▶ [YOUR GOAL]: With pictures left out, extract every line between the start of the records below and the line holding "translate:-50% -50%; white-space:nowrap;", inclusive.

[Collected data]
◆ ◆ ◆ ◆ ◆ ◆ ◆

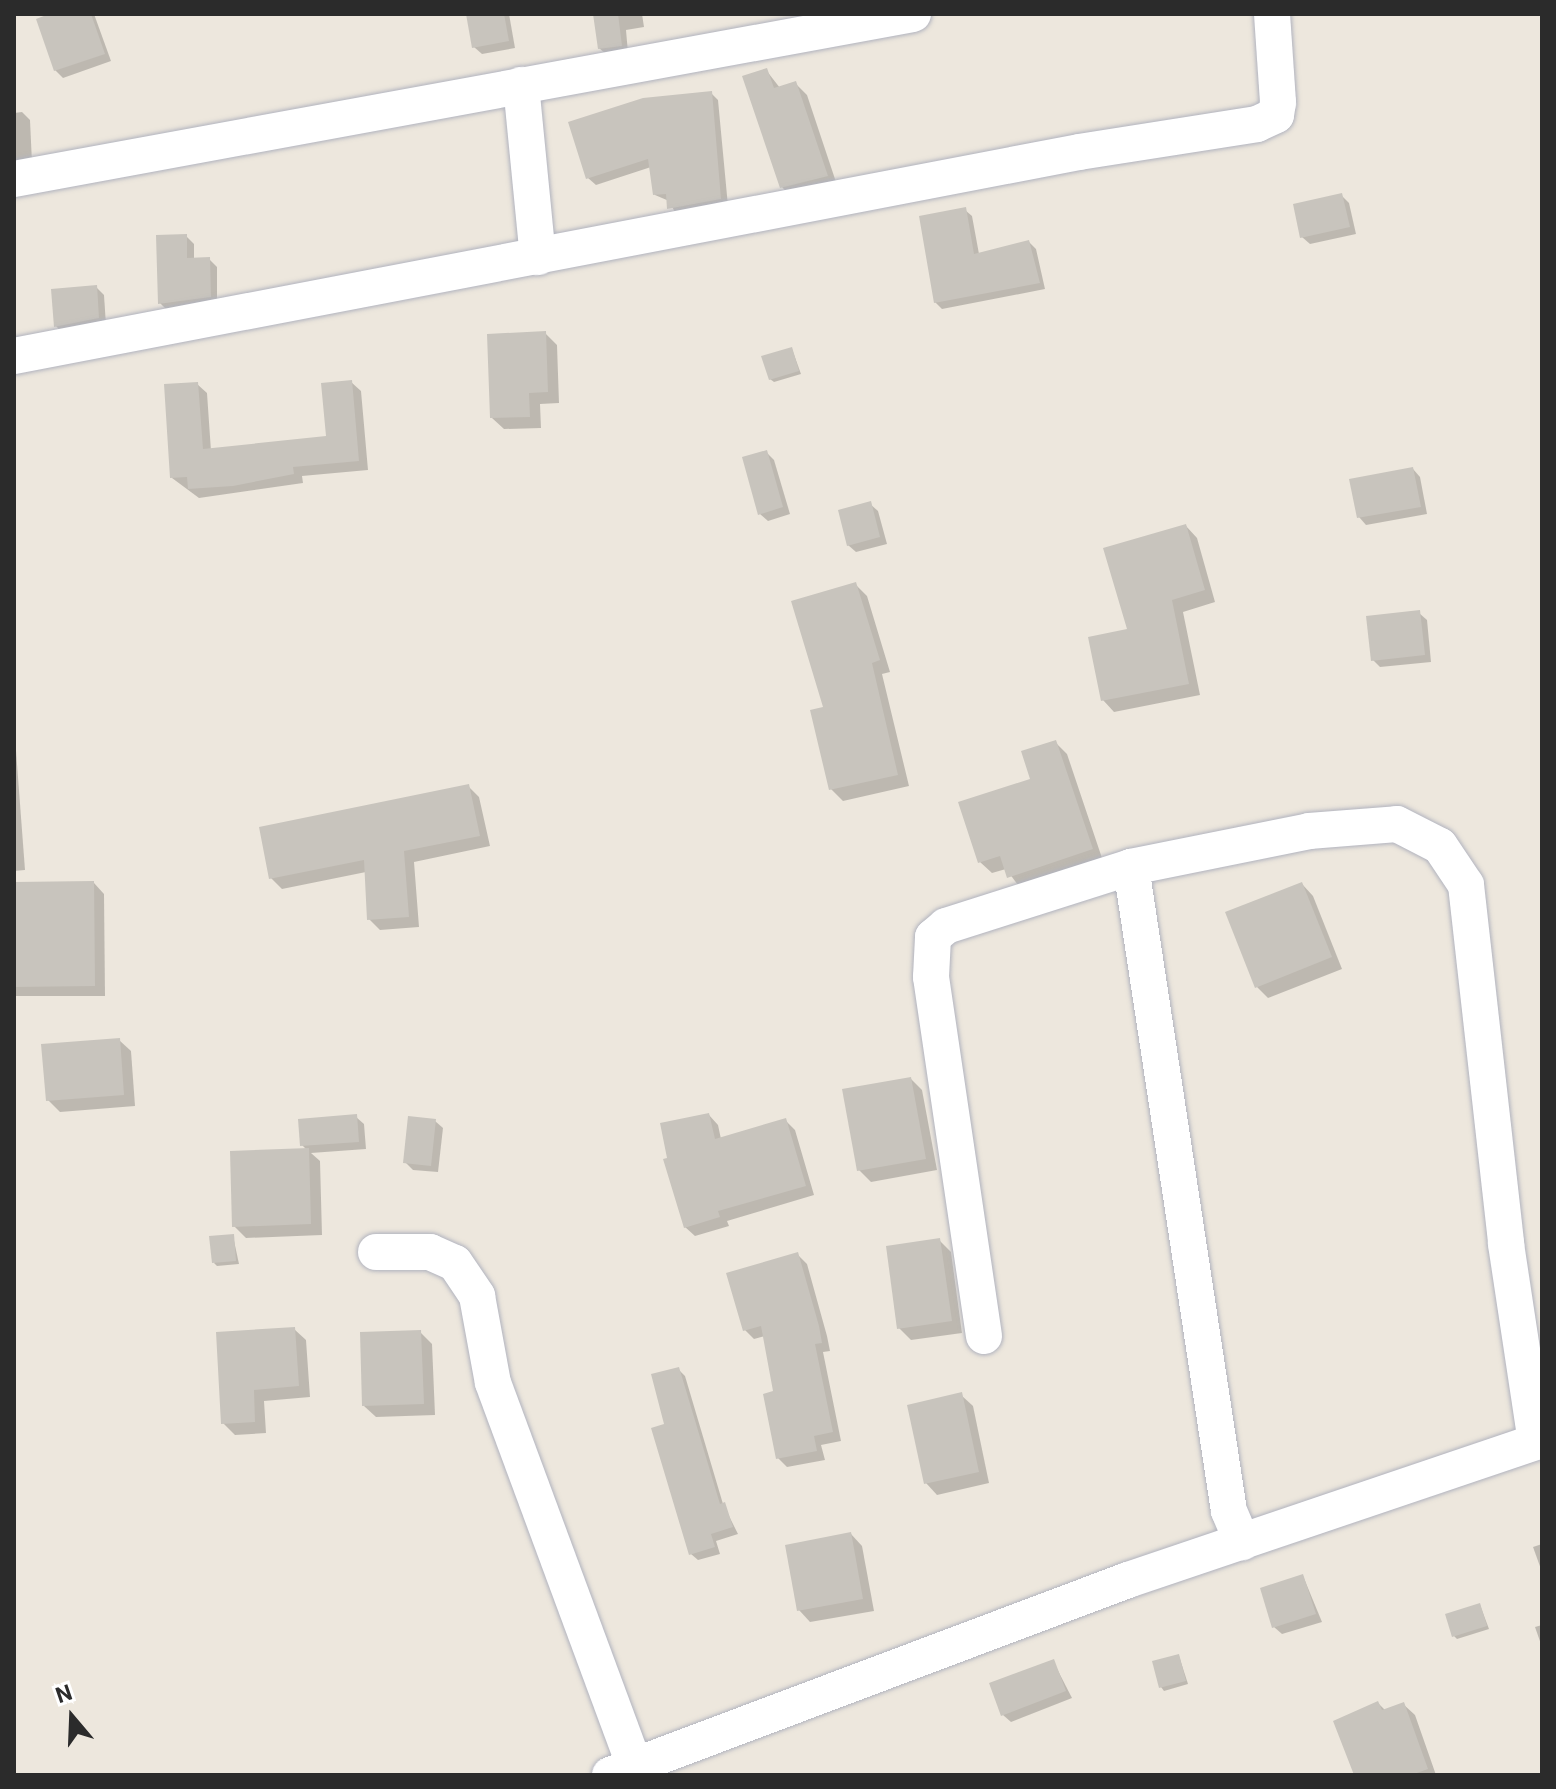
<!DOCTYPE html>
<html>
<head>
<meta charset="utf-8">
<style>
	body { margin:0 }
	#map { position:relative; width:1556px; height:1789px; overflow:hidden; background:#ede7dd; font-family:Roboto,sans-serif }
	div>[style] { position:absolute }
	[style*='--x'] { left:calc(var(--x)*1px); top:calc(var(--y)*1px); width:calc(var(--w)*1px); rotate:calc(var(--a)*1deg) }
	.shadow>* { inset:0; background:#0003 }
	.building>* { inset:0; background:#c8c4bd }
	.roads { filter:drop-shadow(0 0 2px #b1b3be) drop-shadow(0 0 2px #b1b3be) }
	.street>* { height:36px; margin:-18px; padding:0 18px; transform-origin:18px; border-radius:18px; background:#fff }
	span { translate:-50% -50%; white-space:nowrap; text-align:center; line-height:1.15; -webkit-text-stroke:7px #fff; paint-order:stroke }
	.frame { position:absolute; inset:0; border:16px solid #2b2b2b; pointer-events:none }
	.north { position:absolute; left:32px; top:1677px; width:80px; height:80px; -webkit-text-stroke:6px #fff; paint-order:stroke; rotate:341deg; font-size:22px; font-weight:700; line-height:32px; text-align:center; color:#2b2b2b }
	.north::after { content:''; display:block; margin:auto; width:28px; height:36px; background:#2b2b2b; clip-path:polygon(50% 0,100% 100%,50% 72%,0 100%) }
</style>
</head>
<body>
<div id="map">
	<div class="shadow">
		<i style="clip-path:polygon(55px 14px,94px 14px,111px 61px,63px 78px,55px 70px)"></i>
		<i style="clip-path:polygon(468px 14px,509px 14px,515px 48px,482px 54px,474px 47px)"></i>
		<i style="clip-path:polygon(595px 14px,642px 14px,644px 27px,626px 30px,628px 53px,607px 55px,599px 48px)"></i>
		<i style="clip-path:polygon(766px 70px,780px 88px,795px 83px,807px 95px,838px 188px,793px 199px,782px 187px)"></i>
		<i style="clip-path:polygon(711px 93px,718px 100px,728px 206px,677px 216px,669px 201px,655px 195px,651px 167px,596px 185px,588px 178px)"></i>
		<i style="clip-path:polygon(22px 112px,30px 120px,32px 163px,14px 164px,14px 113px)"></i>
		<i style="clip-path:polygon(1341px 195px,1349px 203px,1356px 234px,1310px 244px,1302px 237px)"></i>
		<i style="clip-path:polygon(965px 210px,972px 216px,979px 254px,1029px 242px,1036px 249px,1045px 289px,942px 309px,935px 302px)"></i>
		<i style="clip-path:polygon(186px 236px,194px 244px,194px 260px,209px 259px,217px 267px,217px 304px,167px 310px,160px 303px)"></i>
		<i style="clip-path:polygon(96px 287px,104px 295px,106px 325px,63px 334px,56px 326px)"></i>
		<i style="clip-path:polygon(545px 333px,557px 345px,559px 403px,540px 404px,541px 428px,504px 429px,492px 418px)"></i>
		<i style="clip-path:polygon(792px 349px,801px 374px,774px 382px,770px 379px)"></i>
		<i style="clip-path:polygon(351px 382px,361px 391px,368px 470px,302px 476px,303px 483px,199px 498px,172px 478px,197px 384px,207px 393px,211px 451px,328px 438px)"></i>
		<i style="clip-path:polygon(767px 453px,774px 460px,790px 514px,768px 521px,760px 514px)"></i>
		<i style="clip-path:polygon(1413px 469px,1420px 477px,1427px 514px,1366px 525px,1359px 517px)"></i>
		<i style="clip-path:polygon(870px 504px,878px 511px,887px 544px,856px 552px,848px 545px)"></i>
		<i style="clip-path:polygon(1186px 526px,1197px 538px,1215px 602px,1183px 612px,1200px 695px,1114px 712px,1103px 700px,1129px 631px)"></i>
		<i style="clip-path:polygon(855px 584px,867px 596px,890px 672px,882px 674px,909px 786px,843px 801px,831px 789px,826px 708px)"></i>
		<i style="clip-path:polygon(1419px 613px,1427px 620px,1431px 662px,1380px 667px,1373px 660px)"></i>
		<i style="clip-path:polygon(14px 724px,25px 870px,14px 871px)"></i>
		<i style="clip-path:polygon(1055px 742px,1067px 754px,1103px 861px,1021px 889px,1006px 869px,992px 873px,980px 862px)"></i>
		<i style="clip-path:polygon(468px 786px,479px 797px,490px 846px,414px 862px,419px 927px,380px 930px,369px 919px,366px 872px,282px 889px,271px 878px)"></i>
		<i style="clip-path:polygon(94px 883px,104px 894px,105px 996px,14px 996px,14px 884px)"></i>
		<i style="clip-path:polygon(1302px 884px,1313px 896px,1342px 969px,1268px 998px,1257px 987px)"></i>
		<i style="clip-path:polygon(119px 1040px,131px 1051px,135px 1106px,60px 1112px,48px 1100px)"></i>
		<i style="clip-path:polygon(911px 1079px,922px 1090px,937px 1170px,871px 1182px,859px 1170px)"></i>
		<i style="clip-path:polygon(709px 1115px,718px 1125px,721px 1139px,786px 1121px,795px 1130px,814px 1195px,727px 1221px,729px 1226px,695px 1236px,685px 1227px)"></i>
		<i style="clip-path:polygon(356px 1117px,364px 1124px,366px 1149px,311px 1153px,320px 1161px,322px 1235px,246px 1238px,234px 1226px,307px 1150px,302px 1145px)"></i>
		<i style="clip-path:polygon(435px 1121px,443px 1128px,438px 1172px,413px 1170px,405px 1162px)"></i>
		<i style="clip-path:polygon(233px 1236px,239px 1264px,217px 1266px,214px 1263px)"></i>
		<i style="clip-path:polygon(939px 1240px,951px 1252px,962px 1333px,911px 1340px,899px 1328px)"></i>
		<i style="clip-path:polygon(798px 1255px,807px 1264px,827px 1336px,830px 1351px,823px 1352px,841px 1441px,821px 1445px,825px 1460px,787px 1467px,778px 1458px,776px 1393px,765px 1336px,754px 1339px,745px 1330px)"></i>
		<i style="clip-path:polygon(294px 1329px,306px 1340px,310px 1397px,264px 1401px,266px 1433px,235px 1435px,223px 1423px)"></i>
		<i style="clip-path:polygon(420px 1332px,432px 1344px,435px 1415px,376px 1417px,364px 1406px)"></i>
		<i style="clip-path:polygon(678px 1369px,685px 1376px,723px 1504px,738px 1534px,716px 1541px,720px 1554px,698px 1560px,691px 1554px,666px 1426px)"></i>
		<i style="clip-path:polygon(961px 1395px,973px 1406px,989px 1483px,937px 1495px,926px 1483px)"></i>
		<i style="clip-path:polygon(851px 1534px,862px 1546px,874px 1611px,810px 1622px,799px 1610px)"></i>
		<i style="clip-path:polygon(1542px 1544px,1542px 1572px,1533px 1547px)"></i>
		<i style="clip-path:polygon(1303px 1576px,1322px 1622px,1282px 1634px,1274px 1627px)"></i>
		<i style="clip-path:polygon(1480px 1605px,1489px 1629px,1457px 1639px,1454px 1636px)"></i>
		<i style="clip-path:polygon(1542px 1625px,1542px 1647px,1535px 1627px)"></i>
		<i style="clip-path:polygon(1179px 1656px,1188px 1684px,1164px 1691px,1161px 1687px)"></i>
		<i style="clip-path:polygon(1053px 1661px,1072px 1698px,1011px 1722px,1003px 1715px)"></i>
		<i style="clip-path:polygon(1378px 1703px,1385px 1710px,1403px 1704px,1415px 1715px,1436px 1775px,1354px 1775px)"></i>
	</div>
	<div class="building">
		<i style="clip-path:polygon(49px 14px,91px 14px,105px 54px,54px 71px,36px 19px)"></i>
		<i style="clip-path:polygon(466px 14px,504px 14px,509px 41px,472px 48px)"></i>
		<i style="clip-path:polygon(593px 14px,618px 14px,622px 46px,598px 49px)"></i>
		<i style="clip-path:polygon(767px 68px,774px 88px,796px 81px,828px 176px,780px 188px,742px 76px)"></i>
		<i style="clip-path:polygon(712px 91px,721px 199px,667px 209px,666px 194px,653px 195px,648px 159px,586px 179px,568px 122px,643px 98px)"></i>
		<i style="clip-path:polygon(1342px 193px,1350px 227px,1300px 238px,1293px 204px)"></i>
		<i style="clip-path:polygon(966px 207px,974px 254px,1029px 240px,1040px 283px,934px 303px,919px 216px)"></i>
		<i style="clip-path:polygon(187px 234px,187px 258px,210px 257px,211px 297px,158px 304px,156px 235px)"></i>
		<i style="clip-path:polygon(97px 285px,99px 318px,54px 327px,51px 289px)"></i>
		<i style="clip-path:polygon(546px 331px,548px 392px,529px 393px,530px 417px,490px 418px,487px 334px)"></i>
		<i style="clip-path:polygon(792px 347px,799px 371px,769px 380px,761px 356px)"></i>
		<i style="clip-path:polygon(352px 380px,359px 461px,293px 467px,294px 474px,233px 486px,188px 489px,187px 477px,170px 478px,164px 384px,198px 382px,203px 449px,326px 436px,321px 383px)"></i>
		<i style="clip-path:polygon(767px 450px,783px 507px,758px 515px,742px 457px)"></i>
		<i style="clip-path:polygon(1413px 467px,1421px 507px,1357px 518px,1349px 479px)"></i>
		<i style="clip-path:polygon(871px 501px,880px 537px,847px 546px,838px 510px)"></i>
		<i style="clip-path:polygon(1186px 524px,1205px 590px,1172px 600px,1189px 684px,1101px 701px,1088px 637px,1127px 629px,1103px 548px)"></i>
		<i style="clip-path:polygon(856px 582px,880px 660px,872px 663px,898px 775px,829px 790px,810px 710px,823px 707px,791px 601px)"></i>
		<i style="clip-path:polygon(1420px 610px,1425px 655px,1371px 661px,1366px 616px)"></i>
		<i style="clip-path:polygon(1056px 740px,1093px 849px,1007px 878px,1000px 856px,978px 863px,958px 802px,1030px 779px,1021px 751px)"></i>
		<i style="clip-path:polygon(469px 784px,480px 836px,404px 851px,409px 917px,367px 920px,364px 860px,269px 879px,259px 827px)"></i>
		<i style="clip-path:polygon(94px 881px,95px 986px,14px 987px,14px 882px)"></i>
		<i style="clip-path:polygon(1302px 882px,1332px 957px,1255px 988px,1225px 912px)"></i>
		<i style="clip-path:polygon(120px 1038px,124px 1095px,46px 1101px,41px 1044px)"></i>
		<i style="clip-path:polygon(911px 1077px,926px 1159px,857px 1171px,842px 1089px)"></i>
		<i style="clip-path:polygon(709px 1113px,715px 1139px,786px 1118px,806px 1186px,718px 1211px,720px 1217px,684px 1228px,663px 1159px,667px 1158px,660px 1123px)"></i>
		<i style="clip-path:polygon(357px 1114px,359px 1142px,300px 1146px,298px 1119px)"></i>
		<i style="clip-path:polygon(408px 1116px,436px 1119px,431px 1166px,403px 1163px)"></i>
		<i style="clip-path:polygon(309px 1148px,311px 1224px,232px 1227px,230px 1151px)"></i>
		<i style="clip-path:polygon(234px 1234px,236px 1261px,212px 1263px,209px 1236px)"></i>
		<i style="clip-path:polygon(940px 1238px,952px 1321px,897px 1329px,886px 1246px)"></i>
		<i style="clip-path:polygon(798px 1252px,819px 1326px,822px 1343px,815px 1344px,833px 1432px,814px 1436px,817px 1451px,776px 1459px,763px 1394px,773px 1391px,761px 1326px,743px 1331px,726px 1273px)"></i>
		<i style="clip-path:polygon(295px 1327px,299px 1386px,254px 1390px,255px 1422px,221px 1424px,216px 1332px)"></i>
		<i style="clip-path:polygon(421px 1330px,424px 1404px,362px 1406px,360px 1332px)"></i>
		<i style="clip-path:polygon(679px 1367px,720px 1504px,725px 1502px,733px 1527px,711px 1534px,715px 1547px,689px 1555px,651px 1428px,664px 1424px,651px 1374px)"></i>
		<i style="clip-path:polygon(962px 1392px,979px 1472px,924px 1484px,907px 1405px)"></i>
		<i style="clip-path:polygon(851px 1532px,863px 1599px,797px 1611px,785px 1545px)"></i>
		<i style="clip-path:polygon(1303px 1574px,1316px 1614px,1272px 1628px,1260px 1588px)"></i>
		<i style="clip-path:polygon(1480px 1603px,1487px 1626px,1452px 1637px,1445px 1614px)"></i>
		<i style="clip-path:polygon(1179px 1654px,1186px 1681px,1159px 1688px,1152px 1661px)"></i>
		<i style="clip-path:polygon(1054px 1659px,1066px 1691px,1001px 1716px,989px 1683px)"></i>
		<i style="clip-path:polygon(1378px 1701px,1382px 1710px,1404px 1702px,1428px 1769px,1411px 1775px,1354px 1775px,1333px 1721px)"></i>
	</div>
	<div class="roads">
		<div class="street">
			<i style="--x:521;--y:85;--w:173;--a:84.4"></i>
			<i style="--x:14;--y:179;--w:914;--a:-10.4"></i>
			<i style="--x:14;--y:356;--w:1084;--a:-10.84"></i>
			<i style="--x:1079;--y:152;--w:180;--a:-8.9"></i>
			<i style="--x:1257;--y:124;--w:21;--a:-25"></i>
			<i style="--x:1276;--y:115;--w:13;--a:-81"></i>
			<i style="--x:1278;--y:102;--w:88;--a:-93.9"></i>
			<i style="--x:1131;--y:867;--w:651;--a:81.35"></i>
			<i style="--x:1229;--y:1511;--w:34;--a:67"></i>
			<i style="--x:376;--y:1252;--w:54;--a:0"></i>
			<i style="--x:430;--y:1252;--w:27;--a:24"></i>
			<i style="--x:455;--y:1263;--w:40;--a:56"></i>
			<i style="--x:477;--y:1296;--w:88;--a:79.6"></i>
			<i style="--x:493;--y:1383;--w:408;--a:69.7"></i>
			<i style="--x:984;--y:1336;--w:363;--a:-98.4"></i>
			<i style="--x:931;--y:977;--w:40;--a:-87.1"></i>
			<i style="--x:933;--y:937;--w:17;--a:-40"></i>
			<i style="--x:946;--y:926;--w:194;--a:-17.7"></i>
			<i style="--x:1131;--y:867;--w:182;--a:-11.4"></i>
			<i style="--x:1309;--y:831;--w:88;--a:-4.5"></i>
			<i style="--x:1397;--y:824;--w:48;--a:27.1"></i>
			<i style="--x:1440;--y:846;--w:47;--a:56.3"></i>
			<i style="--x:1466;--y:885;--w:361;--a:83.6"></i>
			<i style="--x:1506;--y:1244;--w:200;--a:81.4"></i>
			<i style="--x:610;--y:1775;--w:553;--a:-20.63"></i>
			<i style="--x:1128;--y:1580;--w:437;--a:-18.7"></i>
		</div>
	</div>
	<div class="frame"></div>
	<div class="north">N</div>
</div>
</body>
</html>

◆ ◆ ◆ ◆ ◆ ◆ ◆

▶ [WRITTEN REPLY]:
<!DOCTYPE html>
<html>
<head>
<meta charset="utf-8">
<style>
	body { margin:0 }
	#map { position:relative; width:1556px; height:1789px; overflow:hidden; background:#ede7dd; font-family:Roboto,sans-serif }
	div>[style] { position:absolute }
	[style*='--x'] { left:calc(var(--x)*1px); top:calc(var(--y)*1px); width:calc(var(--w)*1px); rotate:calc(var(--a)*1deg) }
	.shadow>* { inset:0; background:#0003 }
	.building>* { inset:0; background:#c8c4bd }
	.roads { filter:drop-shadow(0 0 2px #b1b3be) drop-shadow(0 0 2px #b1b3be) }
	.street>* { height:36px; margin:-18px; padding:0 18px; transform-origin:18px; border-radius:18px; background:#fff }
	span { translate:-50% -50%; white-space:nowrap; text-align:center; line-height:1.15; -webkit-text-stroke:7px #fff; paint-order:stroke }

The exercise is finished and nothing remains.